UFT recommendations on DOE’s Social Media Guidelines
The New York City Department of Education's Social Media Guidelines detail “recommended practices” for the use of social media both professionally and personally. The Guidelines cover Facebook, Twitter and other forms of electronic communication through which users create online communities; they do not cover texting and cellphone use.
The UFT believes that appropriate use of technology in the classroom fosters more engaged learning and inspires students to participate in their education in new and exciting ways. While the DOE has spent considerable time, effort and resources to integrate technology in the classroom, it is clear that its new Social Media Guidelines do more to discourage the use of this technology than to encourage its appropriate use. The UFT agrees that the Internet should be a safe place for members and students to do the work of teaching, learning and communicating, but the union doesn’t want to curtail appropriate uses of new technology that engage students and help them learn. The UFT hopes that its members who use social media sites productively and appropriately still have the desire to do so despite these restrictive guidelines.
That said, you need to be careful. Below is an overview of the new guidelines. This overview should not in any way be interpreted to replace or substitute for the official guidelines, which were created by the DOE and can be found here.
Your privacy settings on social media
The DOE puts the onus on you to monitor your own social media presence and maintain an awareness of current and future privacy settings. The UFT encourages you to review your existing social media site accounts to make sure they comply with these guidelines and to make the appropriate changes if they don’t.
Professional vs. personal social media
The DOE guidelines make the following distinction between professional and personal media (the following definitions are taken directly from the DOE guidelines):
Professional social media is a work-related social media activity that is either school-based (e.g., a DOE principal establishing a Facebook page for his/her school or a DOE teacher establishing a blog for his/her class), or non-school-based (e.g., a DOE office establishing a Facebook page to facilitate the office’s administration of a Chancellor’s Regulation).

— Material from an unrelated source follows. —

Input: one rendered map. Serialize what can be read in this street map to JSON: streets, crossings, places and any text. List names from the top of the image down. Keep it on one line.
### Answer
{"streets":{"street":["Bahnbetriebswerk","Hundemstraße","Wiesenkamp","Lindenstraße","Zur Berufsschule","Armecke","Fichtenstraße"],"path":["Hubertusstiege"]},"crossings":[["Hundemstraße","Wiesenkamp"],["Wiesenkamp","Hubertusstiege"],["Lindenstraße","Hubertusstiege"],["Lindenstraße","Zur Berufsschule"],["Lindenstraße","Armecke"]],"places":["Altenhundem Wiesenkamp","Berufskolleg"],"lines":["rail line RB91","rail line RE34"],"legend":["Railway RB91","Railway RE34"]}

Personal social media use is a non-work-related social media activity (e.g., a DOE central administrative employee establishing a Facebook page or a Twitter account for his/her own personal use).

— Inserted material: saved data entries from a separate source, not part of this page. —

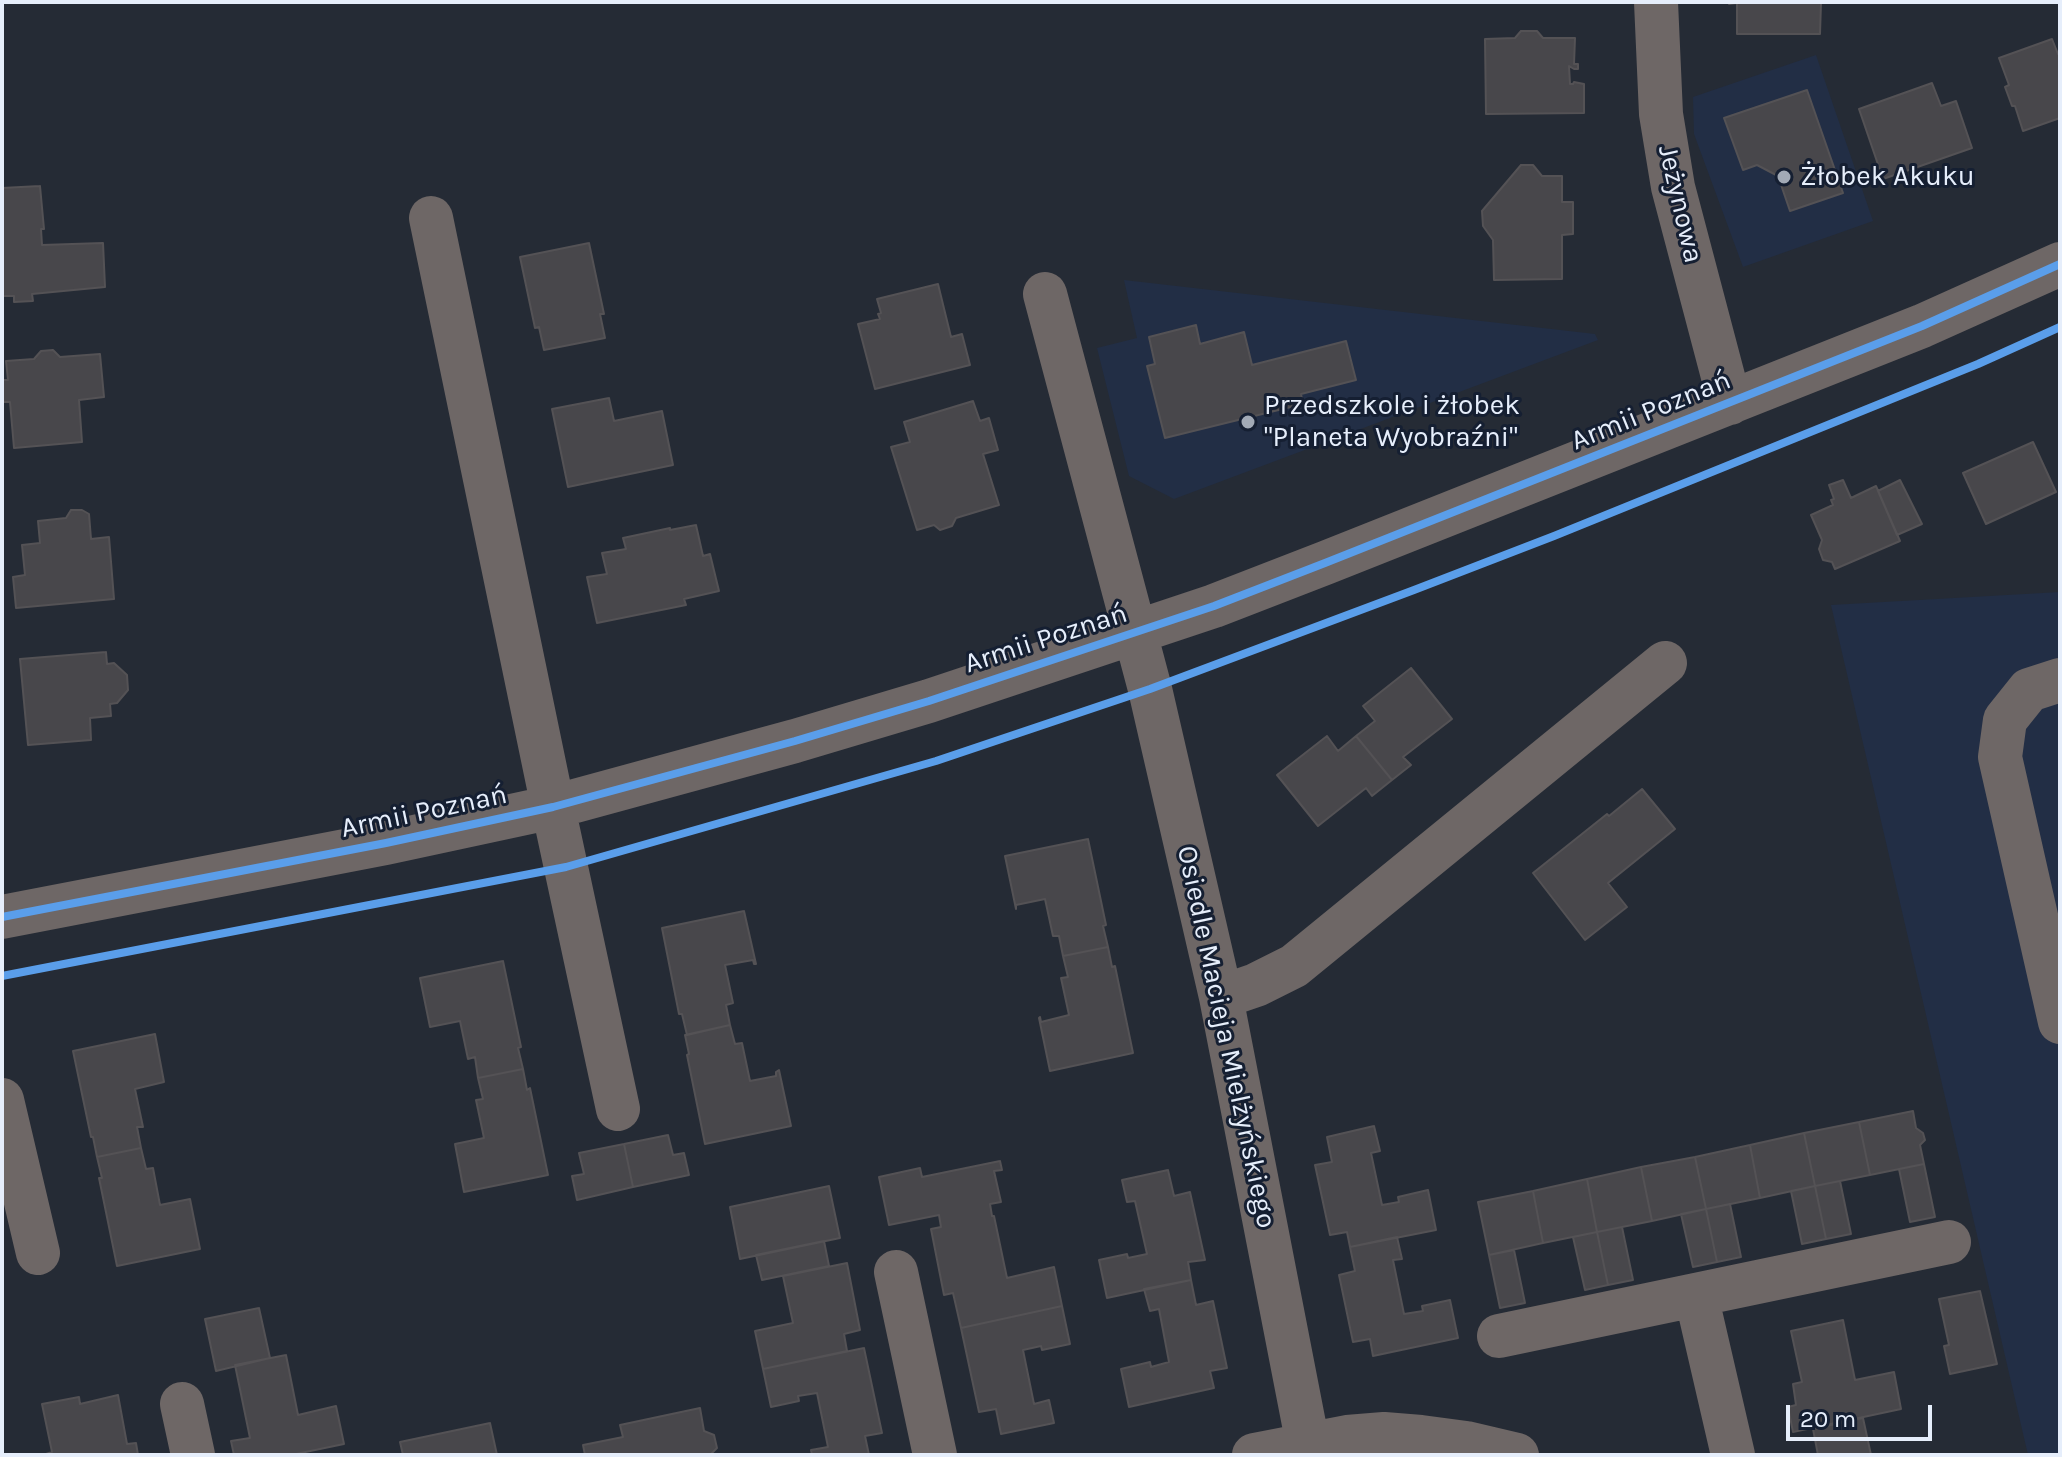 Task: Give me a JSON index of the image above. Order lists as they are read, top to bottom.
{
  "streets": {
    "street": ["Jeżynowa", "Armii Poznań", "Osiedle Macieja Mielżyńskiego"]
  },
  "crossings": [
    ["Jeżynowa", "Armii Poznań"],
    ["Armii Poznań", "Osiedle Macieja Mielżyńskiego"]
  ],
  "places": ["Żłobek Akuku", "Przedszkole i żłobek \"Planeta Wyobraźni\""],
  "scale_bar": "20 m"
}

Guidance for using professional social media
- Use the schools.nyc.gov email address that the DOE has assigned you for work-related correspondence.
- Have separate email accounts for personal life and work.

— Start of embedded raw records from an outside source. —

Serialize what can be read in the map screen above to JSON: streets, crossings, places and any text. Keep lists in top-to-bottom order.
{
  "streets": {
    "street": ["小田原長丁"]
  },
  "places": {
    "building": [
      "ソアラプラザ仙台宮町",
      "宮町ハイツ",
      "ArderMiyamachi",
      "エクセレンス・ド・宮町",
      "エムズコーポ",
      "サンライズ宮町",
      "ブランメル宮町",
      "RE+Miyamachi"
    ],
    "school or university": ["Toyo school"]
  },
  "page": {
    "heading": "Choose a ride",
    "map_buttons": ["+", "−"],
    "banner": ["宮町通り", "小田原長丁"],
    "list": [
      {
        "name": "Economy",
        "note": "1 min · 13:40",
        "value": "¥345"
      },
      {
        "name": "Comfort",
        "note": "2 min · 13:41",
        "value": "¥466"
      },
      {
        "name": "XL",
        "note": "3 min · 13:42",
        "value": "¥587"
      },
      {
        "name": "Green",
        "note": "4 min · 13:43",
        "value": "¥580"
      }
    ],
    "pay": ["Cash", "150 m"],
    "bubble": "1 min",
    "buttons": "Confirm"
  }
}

- If you regularly use your personal email for professional use, the DOE will consider it your professional email and hold you to that standard. If you have linked your professional social media site to a personal email address, you should immediately transition the site to a professional email address.
- You are required to get supervisor approval before creating (or get now if you already have created) a professional social media presence. Supervisors or their designees should be given administrative rights or access, including passwords, to these sites.
- Treat professional social media sites like the classroom or workplace
- Use privacy settings to control access to the site and “ensure” that communications ONLY reach the intended audience. The DOE recommends that professional social media sites generally should be private networks.
- Do not post personally identifiable student information of any kind without a signed parent release form.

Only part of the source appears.